Читаем Будьте как дети полностью

Каша жила сама по себе, как человек: то глубоко вздыхала, то что-то в ней гулко и утробно бухало, пары, по мере того как она поспевала, поднимавшиеся гуще и гуще, пары, подсвеченные снизу мягким бархатным тлением угольев, были сказочны и таинственны, не хуже тех, что когда-то во Пскове устраивал местный провизор и химик-любитель Иванов. Как она с ним ни ругалась, Иванов, войдя в раж, готов был пускать на сцену свой фреон и еще какой-то безобидный газ хоть каждую минуту – тем более что и публика была в восторге, – а ей всё не удавалось его убедить, что эти эффекты нужны для финала, а так только мешают действию. Особенно обижались на Иванова актеры: и вправду, кому понравится, если в самый напряженный момент, когда в муках заламываешь руки, или, того хуже, от тех же неизбывных мук готов расстаться с жизнью, вдруг из будки появляются подсвеченные софитами клубы пара, и в белой пелене, будто ничего и не было, скрывается сцена, декорации и ты со своими страданиями.

Каша фыркала, урчала, глухо, довольно, как будто она сама себя ела и ела досыта. Дуся знала, что княгиня любит посмеяться над тем, что раньше у нее был свой театр, публика и овации зала, а теперь вот – печь и горшок, и всё равно, пока каша поспевала, наверное, потому, что давно уже, как и другие, была непоправимо, вечно голодна, следила за ней не отрываясь.

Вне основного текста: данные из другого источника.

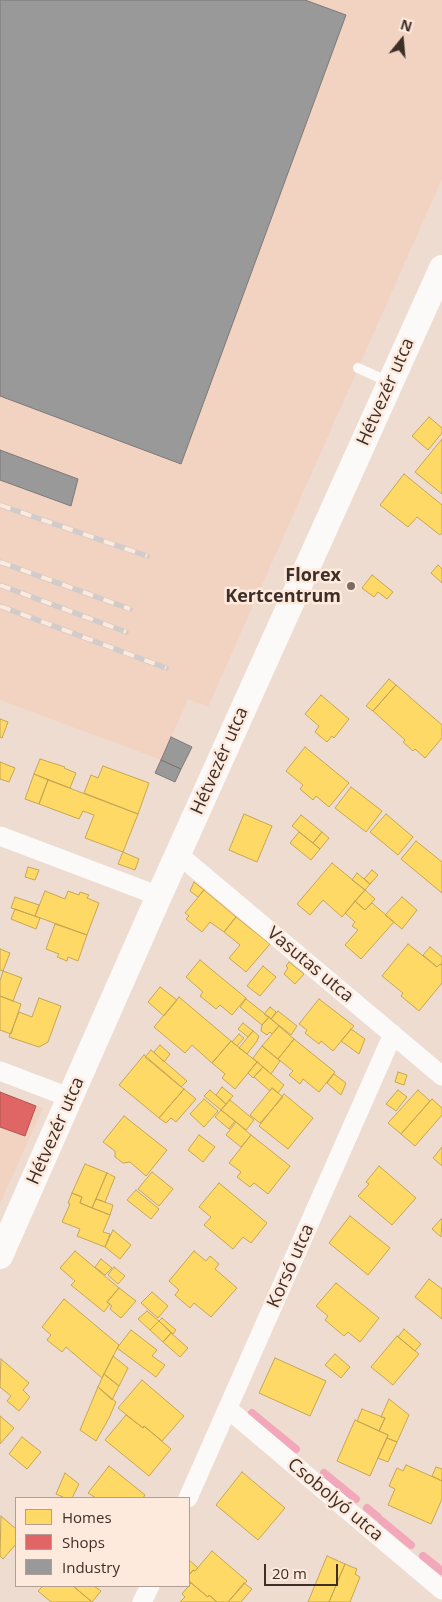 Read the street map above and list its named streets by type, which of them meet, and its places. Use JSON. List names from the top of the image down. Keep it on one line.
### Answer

Иногда кто-нибудь из пробиравшихся на запад стучал к ним в дверь, эту картину – княгиню, наблюдающую в театральный бинокль за поспевающей кашей, – видели многие, и вот Игренева, чтобы не выглядеть вовсе сумасшедшей, каждому объясняла, что еще нянька – по матери таборная цыганка – выучила ее гадать по угольям и по поднимающимся над горшком парам.

Время было такое, что никто и ничего не понимал, ни на что не мог решиться. Даже думать боялся, выживет ли он и его близкие, или уже завтра будет лежать в каком-нибудь рву с пулей в затылке или в другом рву, куда скидывали трупы из тифозного барака. Они не знали, уезжать им из этой обезумевшей от крови страны, бежать, сломя голову и не оглядываясь, или остаться, потому что не сегодня завтра всё успокоится, образуется, люди опамятуются и снова начнут жить, как жили десять и двадцать лет назад.

Едва услышав про цыганку, они сразу же начинали выпытывать судьбу, и Игренева, нисколько не удивляясь, соглашалась погадать. Язык у нее был подвешен неплохо, в людях она тоже кое-как разбиралась, в общем, многое княгиня говорила верно и буквально в несколько месяцев стала знаменита на всю округу. Гадала Игренева строго по каше, и то, пока она не сварится, никогда не давала ей пригореть – помнила, сколько они за последний год натерпелись. А кроме того, честно каждого предупреждала, что предсказать его судьбу может, но на недолгий срок – несколько месяцев, максимум полгода. Но тогда и один день было много, и это никого не смущало.

Летом девятнадцатого года у них три дня прожил пробиравшийся из Москвы в Ригу ее племянник, бывший полковник генерального штаба. К тому времени наступление Мамонтова уже выдохлось и белые, которые несколько недель назад контролировали больше половины России, стали откатываться на юг. Полковник про Мамонтова знал и всё равно поверить в победу красных не мог, говорил о перегруппировке сил, о резервах, о помощи союзников.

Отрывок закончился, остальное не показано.